PROBLEM TO WORK ON -> Images should not appear in the copy, yet every line of the listing below must be printed exactly.

======== SUPPLIED DATA

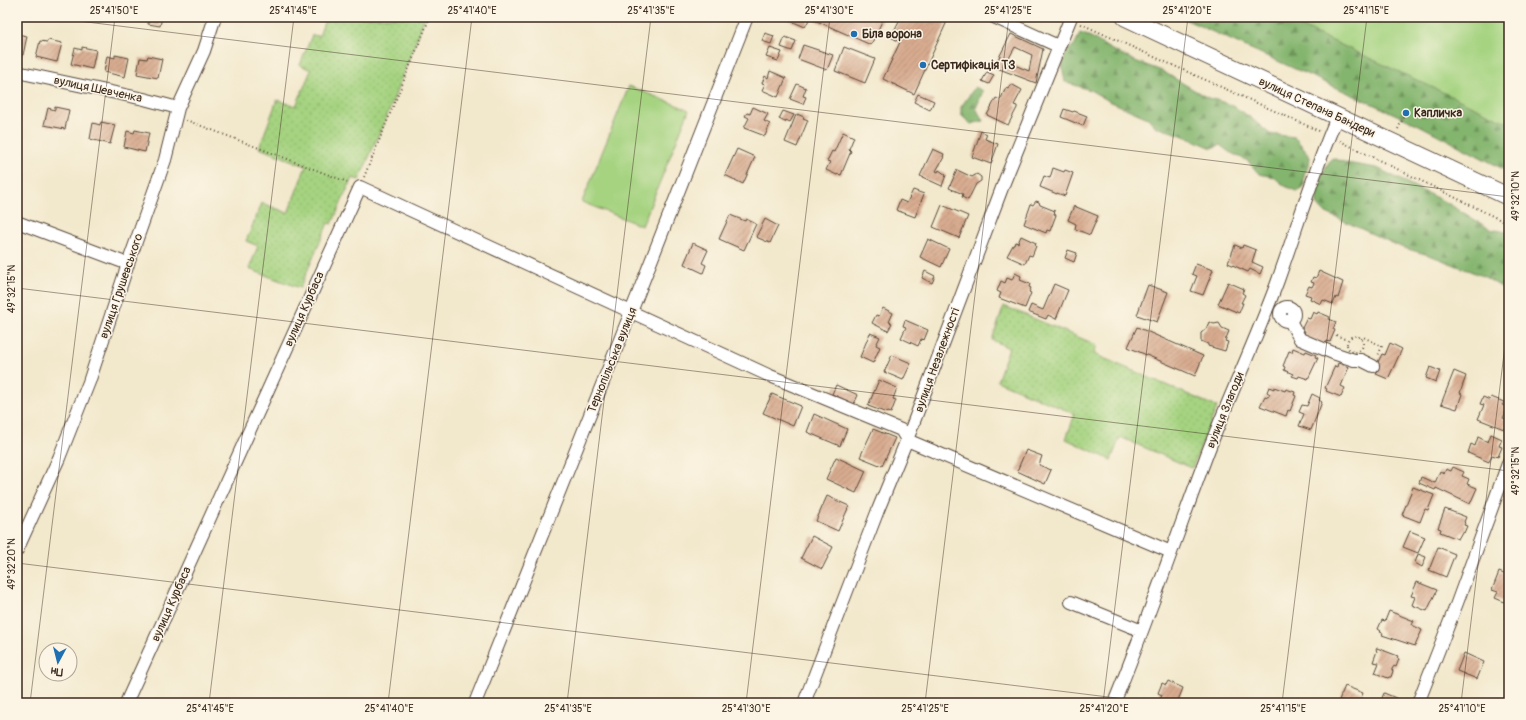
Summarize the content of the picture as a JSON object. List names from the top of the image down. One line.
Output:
{"streets":{"highway":["вулиця Степана Бандери"],"street":["вулиця Шевченка","вулиця Грушевського","вулиця Курбаса","Тернопільська вулиця","вулиця Незалежності","вулиця Злагоди"]},"crossings":[["вулиця Шевченка","вулиця Грушевського"],["вулиця Степана Бандери","вулиця Злагоди"]],"places":["Біла ворона","Сертифікація ТЗ","Капличка"],"north":"bottom","coordinates":["25°41'50\"E","25°41'45\"E","25°41'40\"E","25°41'35\"E","25°41'30\"E","25°41'25\"E","25°41'20\"E","25°41'15\"E","49°32'10\"N","49°32'15\"N","49°32'20\"N","25°41'10\"E"]}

================

COMPLETED EXERCISE ->
Summarize the content of the picture as a JSON object. List names from the top of the image down. One line.
Output:
{"streets":{"highway":["вулиця Степана Бандери"],"street":["вулиця Шевченка","вулиця Грушевського","вулиця Курбаса","Тернопільська вулиця","вулиця Незалежності","вулиця Злагоди"]},"crossings":[["вулиця Шевченка","вулиця Грушевського"],["вулиця Степана Бандери","вулиця Злагоди"]],"places":["Біла ворона","Сертифікація ТЗ","Капличка"],"north":"bottom","coordinates":["25°41'50\"E","25°41'45\"E","25°41'40\"E","25°41'35\"E","25°41'30\"E","25°41'25\"E","25°41'20\"E","25°41'15\"E","49°32'10\"N","49°32'15\"N","49°32'20\"N","25°41'10\"E"]}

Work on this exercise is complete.